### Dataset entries
◇ ◇ ◇ ◇ ◇

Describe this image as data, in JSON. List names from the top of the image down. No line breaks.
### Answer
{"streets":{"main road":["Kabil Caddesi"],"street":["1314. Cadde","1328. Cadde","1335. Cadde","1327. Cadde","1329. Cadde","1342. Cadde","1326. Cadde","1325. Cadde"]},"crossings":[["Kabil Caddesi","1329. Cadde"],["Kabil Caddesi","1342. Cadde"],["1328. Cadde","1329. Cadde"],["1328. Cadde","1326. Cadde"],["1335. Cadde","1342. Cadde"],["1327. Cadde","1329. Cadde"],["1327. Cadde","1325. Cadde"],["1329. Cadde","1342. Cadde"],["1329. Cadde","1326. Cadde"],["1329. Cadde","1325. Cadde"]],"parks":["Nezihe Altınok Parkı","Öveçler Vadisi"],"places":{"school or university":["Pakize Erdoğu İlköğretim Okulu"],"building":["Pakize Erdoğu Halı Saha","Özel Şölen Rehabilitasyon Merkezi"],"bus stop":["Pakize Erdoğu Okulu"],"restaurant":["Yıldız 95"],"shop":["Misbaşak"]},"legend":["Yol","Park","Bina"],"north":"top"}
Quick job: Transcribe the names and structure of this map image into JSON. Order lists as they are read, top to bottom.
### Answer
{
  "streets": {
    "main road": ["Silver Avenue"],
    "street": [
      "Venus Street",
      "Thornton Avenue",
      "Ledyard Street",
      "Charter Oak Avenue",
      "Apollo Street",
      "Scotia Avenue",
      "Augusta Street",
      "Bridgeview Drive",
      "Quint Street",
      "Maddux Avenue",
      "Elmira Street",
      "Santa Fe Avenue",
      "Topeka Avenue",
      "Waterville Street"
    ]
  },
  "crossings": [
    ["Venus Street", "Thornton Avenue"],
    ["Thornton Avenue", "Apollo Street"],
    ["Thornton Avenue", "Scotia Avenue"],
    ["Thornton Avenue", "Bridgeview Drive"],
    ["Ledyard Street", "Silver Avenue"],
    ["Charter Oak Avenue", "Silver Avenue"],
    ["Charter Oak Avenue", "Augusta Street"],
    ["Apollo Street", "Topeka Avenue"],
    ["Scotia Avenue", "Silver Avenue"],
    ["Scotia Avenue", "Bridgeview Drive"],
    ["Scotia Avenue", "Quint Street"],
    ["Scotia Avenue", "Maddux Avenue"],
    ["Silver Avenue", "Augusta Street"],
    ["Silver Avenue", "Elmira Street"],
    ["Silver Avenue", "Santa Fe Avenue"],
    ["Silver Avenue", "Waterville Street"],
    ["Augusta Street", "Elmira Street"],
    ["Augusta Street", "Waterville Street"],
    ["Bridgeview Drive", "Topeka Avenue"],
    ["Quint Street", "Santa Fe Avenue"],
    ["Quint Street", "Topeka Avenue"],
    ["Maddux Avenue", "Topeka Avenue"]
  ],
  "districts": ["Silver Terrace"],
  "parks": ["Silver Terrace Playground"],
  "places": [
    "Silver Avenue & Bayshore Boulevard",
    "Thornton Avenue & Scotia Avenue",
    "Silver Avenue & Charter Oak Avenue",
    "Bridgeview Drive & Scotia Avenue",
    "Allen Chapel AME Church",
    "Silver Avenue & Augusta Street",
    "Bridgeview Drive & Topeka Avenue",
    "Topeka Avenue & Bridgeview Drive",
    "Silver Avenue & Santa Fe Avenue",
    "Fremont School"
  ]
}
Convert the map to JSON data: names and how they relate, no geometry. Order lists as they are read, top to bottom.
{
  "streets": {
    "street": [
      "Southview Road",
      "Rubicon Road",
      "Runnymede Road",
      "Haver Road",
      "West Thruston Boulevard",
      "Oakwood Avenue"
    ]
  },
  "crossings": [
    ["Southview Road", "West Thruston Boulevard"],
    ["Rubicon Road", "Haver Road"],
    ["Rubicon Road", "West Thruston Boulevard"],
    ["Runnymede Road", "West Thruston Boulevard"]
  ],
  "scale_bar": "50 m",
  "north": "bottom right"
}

◇ ◇ ◇ ◇ ◇

### Assignment
Look back at the records above. Repeat all of them exactly.

### The completed task
Describe this image as data, in JSON. List names from the top of the image down. No line breaks.
### Answer
{"streets":{"main road":["Kabil Caddesi"],"street":["1314. Cadde","1328. Cadde","1335. Cadde","1327. Cadde","1329. Cadde","1342. Cadde","1326. Cadde","1325. Cadde"]},"crossings":[["Kabil Caddesi","1329. Cadde"],["Kabil Caddesi","1342. Cadde"],["1328. Cadde","1329. Cadde"],["1328. Cadde","1326. Cadde"],["1335. Cadde","1342. Cadde"],["1327. Cadde","1329. Cadde"],["1327. Cadde","1325. Cadde"],["1329. Cadde","1342. Cadde"],["1329. Cadde","1326. Cadde"],["1329. Cadde","1325. Cadde"]],"parks":["Nezihe Altınok Parkı","Öveçler Vadisi"],"places":{"school or university":["Pakize Erdoğu İlköğretim Okulu"],"building":["Pakize Erdoğu Halı Saha","Özel Şölen Rehabilitasyon Merkezi"],"bus stop":["Pakize Erdoğu Okulu"],"restaurant":["Yıldız 95"],"shop":["Misbaşak"]},"legend":["Yol","Park","Bina"],"north":"top"}
Quick job: Transcribe the names and structure of this map image into JSON. Order lists as they are read, top to bottom.
### Answer
{
  "streets": {
    "main road": ["Silver Avenue"],
    "street": [
      "Venus Street",
      "Thornton Avenue",
      "Ledyard Street",
      "Charter Oak Avenue",
      "Apollo Street",
      "Scotia Avenue",
      "Augusta Street",
      "Bridgeview Drive",
      "Quint Street",
      "Maddux Avenue",
      "Elmira Street",
      "Santa Fe Avenue",
      "Topeka Avenue",
      "Waterville Street"
    ]
  },
  "crossings": [
    ["Venus Street", "Thornton Avenue"],
    ["Thornton Avenue", "Apollo Street"],
    ["Thornton Avenue", "Scotia Avenue"],
    ["Thornton Avenue", "Bridgeview Drive"],
    ["Ledyard Street", "Silver Avenue"],
    ["Charter Oak Avenue", "Silver Avenue"],
    ["Charter Oak Avenue", "Augusta Street"],
    ["Apollo Street", "Topeka Avenue"],
    ["Scotia Avenue", "Silver Avenue"],
    ["Scotia Avenue", "Bridgeview Drive"],
    ["Scotia Avenue", "Quint Street"],
    ["Scotia Avenue", "Maddux Avenue"],
    ["Silver Avenue", "Augusta Street"],
    ["Silver Avenue", "Elmira Street"],
    ["Silver Avenue", "Santa Fe Avenue"],
    ["Silver Avenue", "Waterville Street"],
    ["Augusta Street", "Elmira Street"],
    ["Augusta Street", "Waterville Street"],
    ["Bridgeview Drive", "Topeka Avenue"],
    ["Quint Street", "Santa Fe Avenue"],
    ["Quint Street", "Topeka Avenue"],
    ["Maddux Avenue", "Topeka Avenue"]
  ],
  "districts": ["Silver Terrace"],
  "parks": ["Silver Terrace Playground"],
  "places": [
    "Silver Avenue & Bayshore Boulevard",
    "Thornton Avenue & Scotia Avenue",
    "Silver Avenue & Charter Oak Avenue",
    "Bridgeview Drive & Scotia Avenue",
    "Allen Chapel AME Church",
    "Silver Avenue & Augusta Street",
    "Bridgeview Drive & Topeka Avenue",
    "Topeka Avenue & Bridgeview Drive",
    "Silver Avenue & Santa Fe Avenue",
    "Fremont School"
  ]
}
Convert the map to JSON data: names and how they relate, no geometry. Order lists as they are read, top to bottom.
{
  "streets": {
    "street": [
      "Southview Road",
      "Rubicon Road",
      "Runnymede Road",
      "Haver Road",
      "West Thruston Boulevard",
      "Oakwood Avenue"
    ]
  },
  "crossings": [
    ["Southview Road", "West Thruston Boulevard"],
    ["Rubicon Road", "Haver Road"],
    ["Rubicon Road", "West Thruston Boulevard"],
    ["Runnymede Road", "West Thruston Boulevard"]
  ],
  "scale_bar": "50 m",
  "north": "bottom right"
}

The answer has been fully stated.